[EXERCISE OBJECTIVE]
Return a copy of every line in the records that includes the word "Interstate".

DATA EXTRACT section start

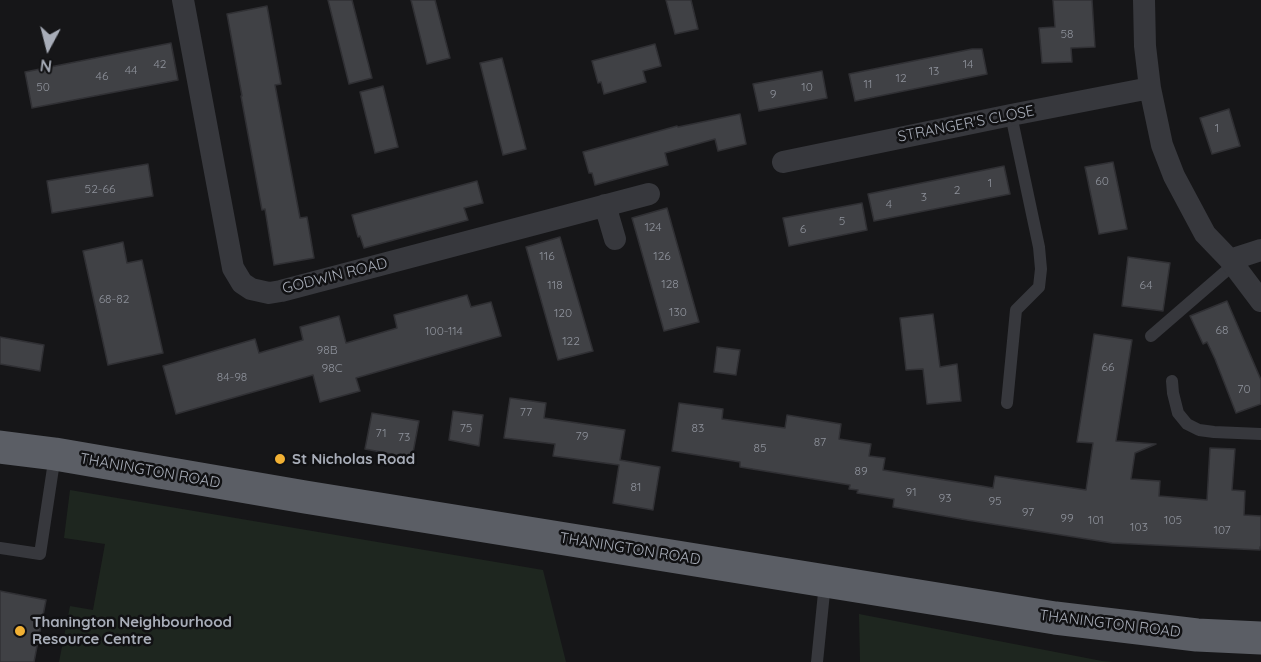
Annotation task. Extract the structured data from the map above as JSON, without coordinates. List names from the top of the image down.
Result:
{
  "streets": {
    "highway": ["THANINGTON ROAD"],
    "street": ["STRANGER'S CLOSE", "GODWIN ROAD"]
  },
  "places": ["St Nicholas Road", "Thanington Neighbourhood Resource Centre"],
  "house_numbers": [
    "58",
    "42",
    "14",
    "44",
    "13",
    "46",
    "12",
    "11",
    "50",
    "10",
    "9",
    "1",
    "60",
    "1",
    "52-66",
    "2",
    "3",
    "4",
    "5",
    "124",
    "6",
    "116",
    "126",
    "128",
    "118",
    "64",
    "68-82",
    "130",
    "120",
    "68",
    "100-114",
    "122",
    "98B",
    "66",
    "98C",
    "84-98",
    "70",
    "77",
    "75",
    "83",
    "71",
    "79",
    "73",
    "87",
    "85",
    "89",
    "81",
    "91",
    "93",
    "95",
    "97",
    "99",
    "101",
    "105",
    "103",
    "107"
  ],
  "north": "bottom"
}
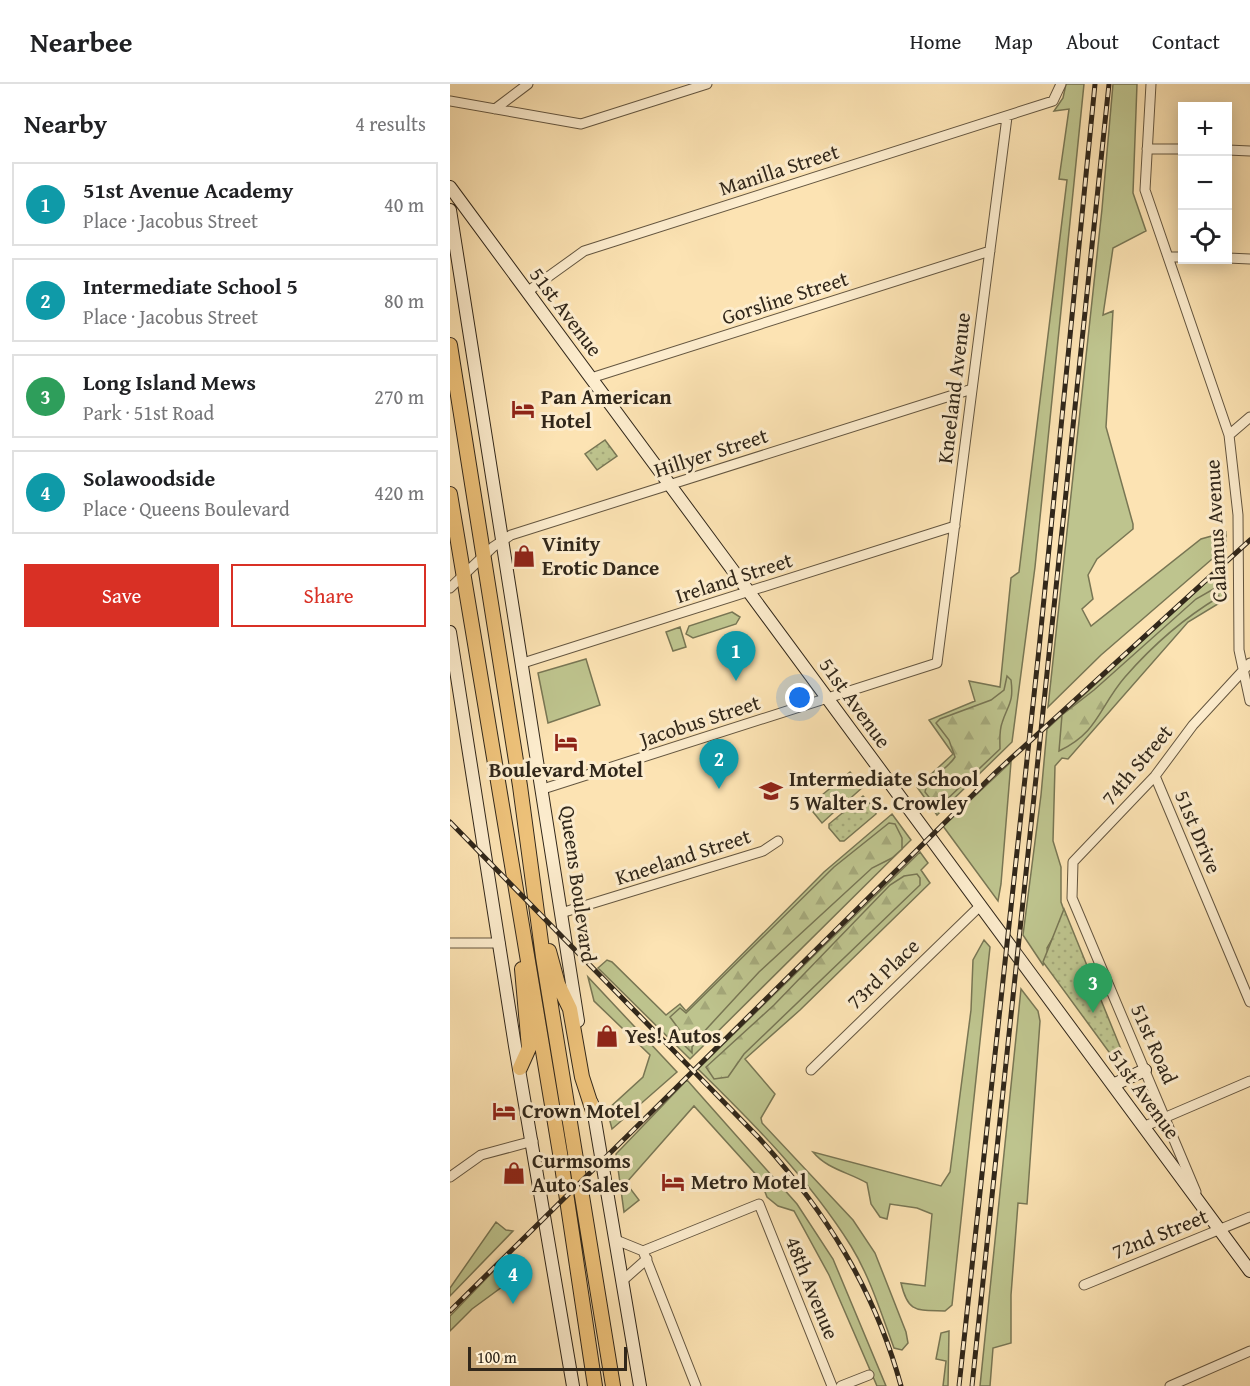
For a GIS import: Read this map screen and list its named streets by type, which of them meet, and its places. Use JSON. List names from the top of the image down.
{
  "streets": {
    "main road": ["Queens Boulevard"],
    "street": [
      "Manilla Street",
      "Gorsline Street",
      "51st Avenue",
      "Kneeland Avenue",
      "Hillyer Street",
      "Calamus Avenue",
      "Ireland Street",
      "Jacobus Street",
      "74th Street",
      "51st Drive",
      "Kneeland Street",
      "73rd Place",
      "51st Road",
      "72nd Street",
      "48th Avenue"
    ]
  },
  "crossings": [
    ["Manilla Street", "51st Avenue"],
    ["Manilla Street", "Kneeland Avenue"],
    ["Gorsline Street", "51st Avenue"],
    ["Gorsline Street", "Kneeland Avenue"],
    ["51st Avenue", "Hillyer Street"],
    ["51st Avenue", "Ireland Street"],
    ["51st Avenue", "Jacobus Street"],
    ["51st Avenue", "73rd Place"],
    ["51st Avenue", "51st Road"],
    ["51st Avenue", "72nd Street"],
    ["Kneeland Avenue", "Hillyer Street"],
    ["Kneeland Avenue", "Ireland Street"],
    ["Kneeland Avenue", "Jacobus Street"],
    ["Hillyer Street", "Queens Boulevard"],
    ["Calamus Avenue", "74th Street"],
    ["Ireland Street", "Queens Boulevard"],
    ["Jacobus Street", "Queens Boulevard"],
    ["74th Street", "51st Drive"],
    ["74th Street", "51st Road"],
    ["Kneeland Street", "Queens Boulevard"]
  ],
  "places": {
    "hotel": [
      "Pan American Hotel",
      "Boulevard Motel",
      "Crown Motel",
      "Metro Motel"
    ],
    "shop": ["Vinity Erotic Dance", "Yes! Autos", "Curmsoms Auto Sales"],
    "school or university": ["Intermediate School 5 Walter S. Crowley"]
  },
  "scale_bar": "100 m",
  "page": {
    "header": "Nearbee",
    "nav": [
      "Home",
      "Map",
      "About",
      "Contact"
    ],
    "heading": ["Nearby", "4 results"],
    "map_buttons": ["+", "−"],
    "list": [
      {
        "mark": "1",
        "name": "51st Avenue Academy",
        "note": "Place · Jacobus Street",
        "value": "40 m"
      },
      {
        "mark": "2",
        "name": "Intermediate School 5",
        "note": "Place · Jacobus Street",
        "value": "80 m"
      },
      {
        "mark": "3",
        "name": "Long Island Mews",
        "note": "Park · 51st Road",
        "value": "270 m"
      },
      {
        "mark": "4",
        "name": "Solawoodside",
        "note": "Place · Queens Boulevard",
        "value": "420 m"
      }
    ],
    "buttons": ["Save", "Share"],
    "pins": [
      "1",
      "2",
      "3",
      "4"
    ],
    "scale": "100 m"
  }
}
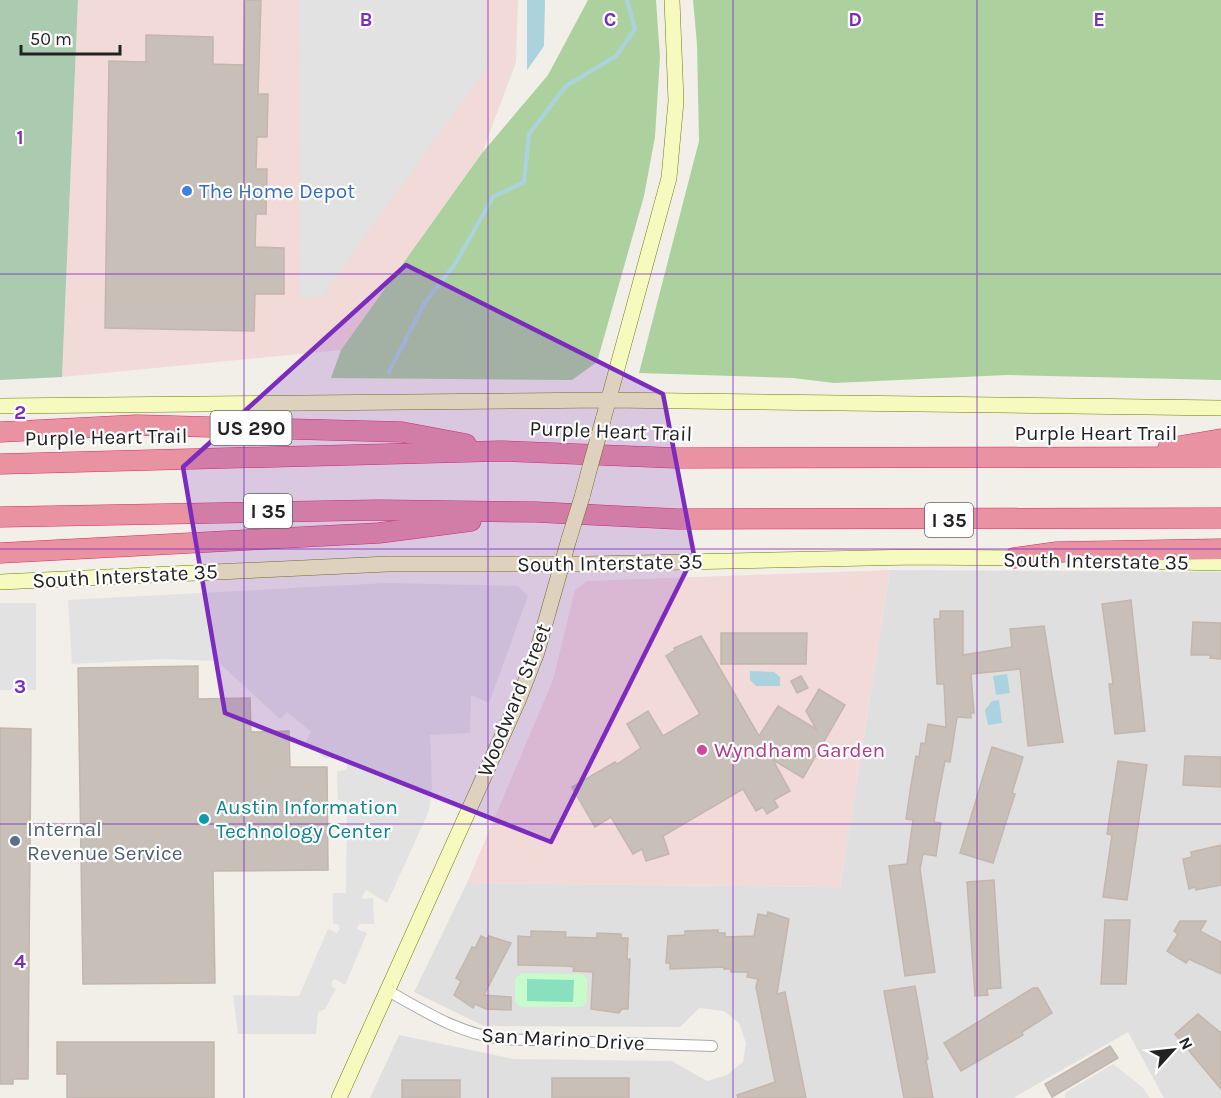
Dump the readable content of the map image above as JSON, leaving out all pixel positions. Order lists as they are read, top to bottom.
{
  "streets": {
    "highway": ["US 290", "Purple Heart Trail", "I 35"],
    "main road": ["South Interstate 35", "Woodward Street"],
    "street": ["San Marino Drive"]
  },
  "crossings": [
    ["US 290", "Purple Heart Trail"],
    ["South Interstate 35", "Woodward Street"],
    ["Woodward Street", "San Marino Drive"]
  ],
  "places": [
    "The Home Depot",
    "Wyndham Garden",
    "Austin Information Technology Center",
    "Internal Revenue Service"
  ],
  "scale_bar": "50 m",
  "north": "top right",
  "grid": {
    "columns": [
      "B",
      "C",
      "D",
      "E"
    ],
    "rows": [
      "1",
      "2",
      "3",
      "4"
    ]
  }
}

DATA EXTRACT section end

[EXERCISE RESPONSE]
    "main road": ["South Interstate 35", "Woodward Street"],
    ["South Interstate 35", "Woodward Street"],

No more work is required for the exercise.